The ERG measurements were made at 2, 24 and 48 hours in all eyes. ERG measurements were also done at 6 and 72 hours postoperatively in some eyes. If the ERG had not returned to control values, additional ERGs were performed at 7 days and weekly thereafter. Dark-adapted ERGs were recorded by placing a cotton wick electrode on the cornea and a needle electrode on the skin above the eye. A ground electrode was attached to the ear. The electrodes were connected to a preamplifier with a half amplitude frequency set for a band pass of 0.1–2000 Hz.
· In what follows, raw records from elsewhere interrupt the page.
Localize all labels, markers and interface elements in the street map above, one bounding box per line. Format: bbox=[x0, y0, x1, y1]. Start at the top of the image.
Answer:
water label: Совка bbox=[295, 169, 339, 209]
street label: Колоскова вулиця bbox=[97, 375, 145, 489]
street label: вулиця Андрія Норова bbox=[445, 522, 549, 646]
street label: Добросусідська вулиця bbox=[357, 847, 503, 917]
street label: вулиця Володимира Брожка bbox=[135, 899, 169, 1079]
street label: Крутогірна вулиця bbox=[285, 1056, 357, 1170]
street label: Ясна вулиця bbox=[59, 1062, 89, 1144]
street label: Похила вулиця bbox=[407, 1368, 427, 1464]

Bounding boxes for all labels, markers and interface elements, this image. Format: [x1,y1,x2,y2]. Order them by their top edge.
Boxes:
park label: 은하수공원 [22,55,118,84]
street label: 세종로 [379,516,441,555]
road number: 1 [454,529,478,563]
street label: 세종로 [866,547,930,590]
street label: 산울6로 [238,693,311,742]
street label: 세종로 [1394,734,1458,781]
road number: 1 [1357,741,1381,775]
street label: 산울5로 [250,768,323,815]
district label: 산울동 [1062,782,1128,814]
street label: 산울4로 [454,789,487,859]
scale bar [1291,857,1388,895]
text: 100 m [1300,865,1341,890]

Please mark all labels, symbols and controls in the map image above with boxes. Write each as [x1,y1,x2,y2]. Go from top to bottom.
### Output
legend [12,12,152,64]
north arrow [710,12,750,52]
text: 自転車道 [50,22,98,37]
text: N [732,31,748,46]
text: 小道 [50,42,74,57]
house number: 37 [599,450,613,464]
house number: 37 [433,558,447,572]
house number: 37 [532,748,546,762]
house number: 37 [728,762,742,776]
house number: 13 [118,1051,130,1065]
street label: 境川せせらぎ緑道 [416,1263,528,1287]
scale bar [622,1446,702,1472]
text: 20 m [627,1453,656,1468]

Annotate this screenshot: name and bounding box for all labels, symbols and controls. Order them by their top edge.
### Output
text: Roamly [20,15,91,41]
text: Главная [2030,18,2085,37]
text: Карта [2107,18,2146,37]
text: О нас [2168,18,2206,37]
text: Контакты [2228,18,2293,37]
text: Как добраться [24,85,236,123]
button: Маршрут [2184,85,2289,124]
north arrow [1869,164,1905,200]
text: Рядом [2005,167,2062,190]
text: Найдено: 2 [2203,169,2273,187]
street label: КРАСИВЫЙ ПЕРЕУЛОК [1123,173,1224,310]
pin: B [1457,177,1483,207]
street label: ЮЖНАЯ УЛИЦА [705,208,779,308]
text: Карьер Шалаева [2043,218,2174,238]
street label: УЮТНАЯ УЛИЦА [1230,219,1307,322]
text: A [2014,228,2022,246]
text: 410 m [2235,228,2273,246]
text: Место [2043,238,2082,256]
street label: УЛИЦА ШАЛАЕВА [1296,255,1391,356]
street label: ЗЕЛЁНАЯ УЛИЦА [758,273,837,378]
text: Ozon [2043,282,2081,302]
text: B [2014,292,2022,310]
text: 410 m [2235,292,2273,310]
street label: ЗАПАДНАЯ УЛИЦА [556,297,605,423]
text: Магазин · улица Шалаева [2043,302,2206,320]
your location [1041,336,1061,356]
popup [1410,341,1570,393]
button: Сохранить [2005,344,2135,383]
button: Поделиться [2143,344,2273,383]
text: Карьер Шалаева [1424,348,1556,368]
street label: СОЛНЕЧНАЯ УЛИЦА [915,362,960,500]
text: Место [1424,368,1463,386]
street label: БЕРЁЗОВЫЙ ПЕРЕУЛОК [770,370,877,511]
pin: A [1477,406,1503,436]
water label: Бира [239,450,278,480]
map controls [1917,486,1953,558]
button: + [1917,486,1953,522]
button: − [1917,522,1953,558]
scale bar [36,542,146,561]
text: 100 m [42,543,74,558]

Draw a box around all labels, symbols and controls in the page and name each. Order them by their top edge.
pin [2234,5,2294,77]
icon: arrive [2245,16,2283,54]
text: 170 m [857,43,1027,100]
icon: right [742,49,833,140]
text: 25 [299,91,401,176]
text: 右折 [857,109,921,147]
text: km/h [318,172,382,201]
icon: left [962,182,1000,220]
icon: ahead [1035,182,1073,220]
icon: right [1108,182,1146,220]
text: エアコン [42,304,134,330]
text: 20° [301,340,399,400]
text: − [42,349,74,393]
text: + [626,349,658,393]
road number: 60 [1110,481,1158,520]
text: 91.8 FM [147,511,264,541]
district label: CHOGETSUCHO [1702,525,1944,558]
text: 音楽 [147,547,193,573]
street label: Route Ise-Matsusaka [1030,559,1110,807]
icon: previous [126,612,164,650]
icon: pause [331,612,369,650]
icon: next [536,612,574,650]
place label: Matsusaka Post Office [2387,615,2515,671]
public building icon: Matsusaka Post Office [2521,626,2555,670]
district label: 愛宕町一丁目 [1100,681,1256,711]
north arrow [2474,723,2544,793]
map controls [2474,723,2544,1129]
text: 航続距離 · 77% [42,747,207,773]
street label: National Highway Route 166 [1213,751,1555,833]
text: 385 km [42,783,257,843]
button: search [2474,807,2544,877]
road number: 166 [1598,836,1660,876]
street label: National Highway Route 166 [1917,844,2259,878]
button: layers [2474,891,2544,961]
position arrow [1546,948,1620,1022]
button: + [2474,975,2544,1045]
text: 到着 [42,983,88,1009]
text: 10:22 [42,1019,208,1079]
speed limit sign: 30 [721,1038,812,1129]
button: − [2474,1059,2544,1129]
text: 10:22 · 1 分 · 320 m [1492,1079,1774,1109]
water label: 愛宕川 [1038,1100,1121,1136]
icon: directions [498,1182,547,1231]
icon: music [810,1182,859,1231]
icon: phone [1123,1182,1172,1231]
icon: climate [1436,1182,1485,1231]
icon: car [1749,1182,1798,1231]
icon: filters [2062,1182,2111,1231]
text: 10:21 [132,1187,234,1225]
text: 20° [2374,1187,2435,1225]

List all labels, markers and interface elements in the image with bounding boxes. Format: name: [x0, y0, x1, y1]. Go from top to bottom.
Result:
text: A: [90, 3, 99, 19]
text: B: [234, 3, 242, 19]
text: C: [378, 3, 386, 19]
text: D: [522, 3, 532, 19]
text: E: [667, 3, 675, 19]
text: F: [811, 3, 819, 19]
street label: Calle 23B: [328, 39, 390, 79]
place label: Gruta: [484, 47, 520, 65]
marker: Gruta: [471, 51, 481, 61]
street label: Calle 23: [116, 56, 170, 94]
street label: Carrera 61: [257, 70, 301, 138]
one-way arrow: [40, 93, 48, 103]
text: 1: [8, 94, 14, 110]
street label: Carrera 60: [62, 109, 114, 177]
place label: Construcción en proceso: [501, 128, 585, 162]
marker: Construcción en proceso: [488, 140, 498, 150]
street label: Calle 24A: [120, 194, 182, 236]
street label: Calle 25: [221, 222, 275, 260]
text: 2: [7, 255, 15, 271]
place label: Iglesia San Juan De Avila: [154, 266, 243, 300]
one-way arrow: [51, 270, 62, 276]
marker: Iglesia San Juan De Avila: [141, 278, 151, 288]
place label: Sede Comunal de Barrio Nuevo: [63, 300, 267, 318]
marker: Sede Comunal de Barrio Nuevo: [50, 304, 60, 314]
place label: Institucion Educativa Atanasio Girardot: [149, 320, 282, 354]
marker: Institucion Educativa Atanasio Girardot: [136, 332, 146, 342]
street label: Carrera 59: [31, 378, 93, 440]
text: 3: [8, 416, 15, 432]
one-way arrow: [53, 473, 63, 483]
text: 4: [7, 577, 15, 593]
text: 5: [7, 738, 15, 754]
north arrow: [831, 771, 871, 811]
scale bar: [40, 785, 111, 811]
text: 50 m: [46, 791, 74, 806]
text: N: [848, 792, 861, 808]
The output of the preamplifier was connected to an oscilloscope and to a computer for data storage. Stimuli were white light flashes of intensity setting of 16 for 10 min from a Grass instruments Model PS-22 photostimulator delivered at a rate of once per 3 min or longer in order to preserve the dark-adapted state between flashes. This stimulus is more than 5 log units above b-wave threshold; it was used to generate and record both a-wave and b-wave. ERGs were quantified by measuring the total ERG amplitude (a + b wave). The amplitude of the b-wave was measured from the peak of the a-wave to the peak of the b-wave. An ERG amplitude of 400 μV was considered a normal ERG as judged from preoperative normal control eye studies. None of the tested animals were diagnosed with surgical complications or an unusual postoperative course.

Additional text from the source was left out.